A bug with mzd_ple()
Recently, I suffered from a bug of the function mzd_ple() when I eliminated large matrices over GF(2).
For a matrix M, after calling mzd_ple(M, P, Q, 0), the matrix M is updated. And for each row i in M, there should be no nonzero bits between the column i (inclusive) and Q->values[i] (exclusive) in this row. This fact is true for most matrices I meet. However, when I deal with a matrix with 124 920 rows and 932 298 columns (using about 14 GB memory), the fact does not hold. Interestingly, these nonzero bits tend to appear in the same columns, so I guess they are related to the sub-matrices used in the PLE decomposition. This bug makes the decomposition of the whole matrix incorrect.

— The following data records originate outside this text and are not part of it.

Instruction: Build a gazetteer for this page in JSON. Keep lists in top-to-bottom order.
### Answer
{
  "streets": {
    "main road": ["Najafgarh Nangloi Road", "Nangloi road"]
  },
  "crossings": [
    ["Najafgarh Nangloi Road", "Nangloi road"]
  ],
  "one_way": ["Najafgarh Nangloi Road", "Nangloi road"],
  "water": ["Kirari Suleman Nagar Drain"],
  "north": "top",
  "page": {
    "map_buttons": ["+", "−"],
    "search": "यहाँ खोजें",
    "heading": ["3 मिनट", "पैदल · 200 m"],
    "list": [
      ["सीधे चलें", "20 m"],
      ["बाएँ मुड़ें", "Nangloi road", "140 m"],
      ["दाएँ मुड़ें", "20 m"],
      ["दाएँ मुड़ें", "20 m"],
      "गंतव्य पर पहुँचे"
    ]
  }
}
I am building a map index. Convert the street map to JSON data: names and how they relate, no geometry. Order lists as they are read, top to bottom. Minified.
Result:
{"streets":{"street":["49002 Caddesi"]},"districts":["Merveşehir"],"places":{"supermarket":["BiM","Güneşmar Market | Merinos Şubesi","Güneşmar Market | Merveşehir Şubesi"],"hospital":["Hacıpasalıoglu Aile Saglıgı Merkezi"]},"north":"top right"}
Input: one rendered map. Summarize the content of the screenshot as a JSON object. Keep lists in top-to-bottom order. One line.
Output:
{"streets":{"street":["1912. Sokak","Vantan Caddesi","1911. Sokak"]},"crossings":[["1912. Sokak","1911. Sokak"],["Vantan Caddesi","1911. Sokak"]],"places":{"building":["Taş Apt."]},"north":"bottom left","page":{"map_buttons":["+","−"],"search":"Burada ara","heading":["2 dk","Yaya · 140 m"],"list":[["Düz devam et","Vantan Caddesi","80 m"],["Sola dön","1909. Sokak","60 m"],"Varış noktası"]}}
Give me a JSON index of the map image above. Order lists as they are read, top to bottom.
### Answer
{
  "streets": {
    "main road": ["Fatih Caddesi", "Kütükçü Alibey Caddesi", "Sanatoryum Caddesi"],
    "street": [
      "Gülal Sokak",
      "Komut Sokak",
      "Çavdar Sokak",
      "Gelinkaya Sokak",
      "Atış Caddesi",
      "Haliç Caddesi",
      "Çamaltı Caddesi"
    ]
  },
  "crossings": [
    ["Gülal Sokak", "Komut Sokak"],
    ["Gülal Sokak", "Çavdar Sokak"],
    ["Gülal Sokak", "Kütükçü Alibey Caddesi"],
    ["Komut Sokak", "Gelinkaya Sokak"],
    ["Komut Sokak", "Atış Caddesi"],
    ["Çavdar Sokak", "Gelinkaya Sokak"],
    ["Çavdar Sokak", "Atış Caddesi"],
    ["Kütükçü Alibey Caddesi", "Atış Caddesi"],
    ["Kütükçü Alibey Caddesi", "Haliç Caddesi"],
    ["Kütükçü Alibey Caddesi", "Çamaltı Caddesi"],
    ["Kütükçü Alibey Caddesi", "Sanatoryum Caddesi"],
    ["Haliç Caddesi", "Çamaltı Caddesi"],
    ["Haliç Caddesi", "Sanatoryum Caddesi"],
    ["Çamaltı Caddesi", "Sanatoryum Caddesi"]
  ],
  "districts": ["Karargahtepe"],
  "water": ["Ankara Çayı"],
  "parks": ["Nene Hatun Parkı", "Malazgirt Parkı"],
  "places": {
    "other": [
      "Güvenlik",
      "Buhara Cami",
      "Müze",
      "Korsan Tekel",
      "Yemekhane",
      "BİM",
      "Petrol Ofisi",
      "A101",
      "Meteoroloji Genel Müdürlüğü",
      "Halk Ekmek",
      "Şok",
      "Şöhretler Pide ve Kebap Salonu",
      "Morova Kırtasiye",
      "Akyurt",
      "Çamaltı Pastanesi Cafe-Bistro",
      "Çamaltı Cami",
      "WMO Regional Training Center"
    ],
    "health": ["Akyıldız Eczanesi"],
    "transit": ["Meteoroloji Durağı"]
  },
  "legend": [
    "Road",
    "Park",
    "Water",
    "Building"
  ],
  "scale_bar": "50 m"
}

I think this bug only appears when the matrix is large. For more testing, I decrease the row number of the same matrix M by discarding some rows directly. The bug first appears in the matrix with 60 000 rows, and it still there in matrices with 80 000 rows and 100 000 rows. But the PLE decomposition is correct when the number of rows is no more than 50 000. The cases are the same when I use my macbook pro and two desktop computers running ubuntu 18.04.
I guess this bug will appear in randomly generated matrices, if not, I can upload my matrices through some ways.
My M4RI package has been updated to version 20200125, and the bug is still there.
Comments (9)
-
repo owner -
Hi,
I think it means something different: in each row i, there should be only 0’s between the main diagonal (column i) and the pivot of the echelon form E (column Q[i]).
The only reason your call with k=14 returns true, is probably that your matrix has full rank, and therefore Q=Identity and range(i,Q[i])=emptyset.
Now, regarding this problem:
- I first thought it was not a bug but an unspecified behaviour: the “interesting” part of E is located to the right of its pivots, which positions are given by the Q[i]'s. In other implementation of the algorithm (e.g. in fflas-ffpack), the coefficients to the left of the pivots are intentionnaly not zeroed out, to save the cost of doing so.
- Now after reviewing the code and the specs in m4ri, it seems indeed a bug, as the code actually clears out the the coefficients in
_mzd_compress_l
and the specs state that the S matrix stored above the main diagonal equals UQ from a PLUQ decomposition.
The fact that the bug only occurs for matrices above dimension 60000 is clearly because of the threshold for running the PLE algorithm (defaulted at 524288). I guess we could reproduce smaller instances by forcing a smaller cutoff.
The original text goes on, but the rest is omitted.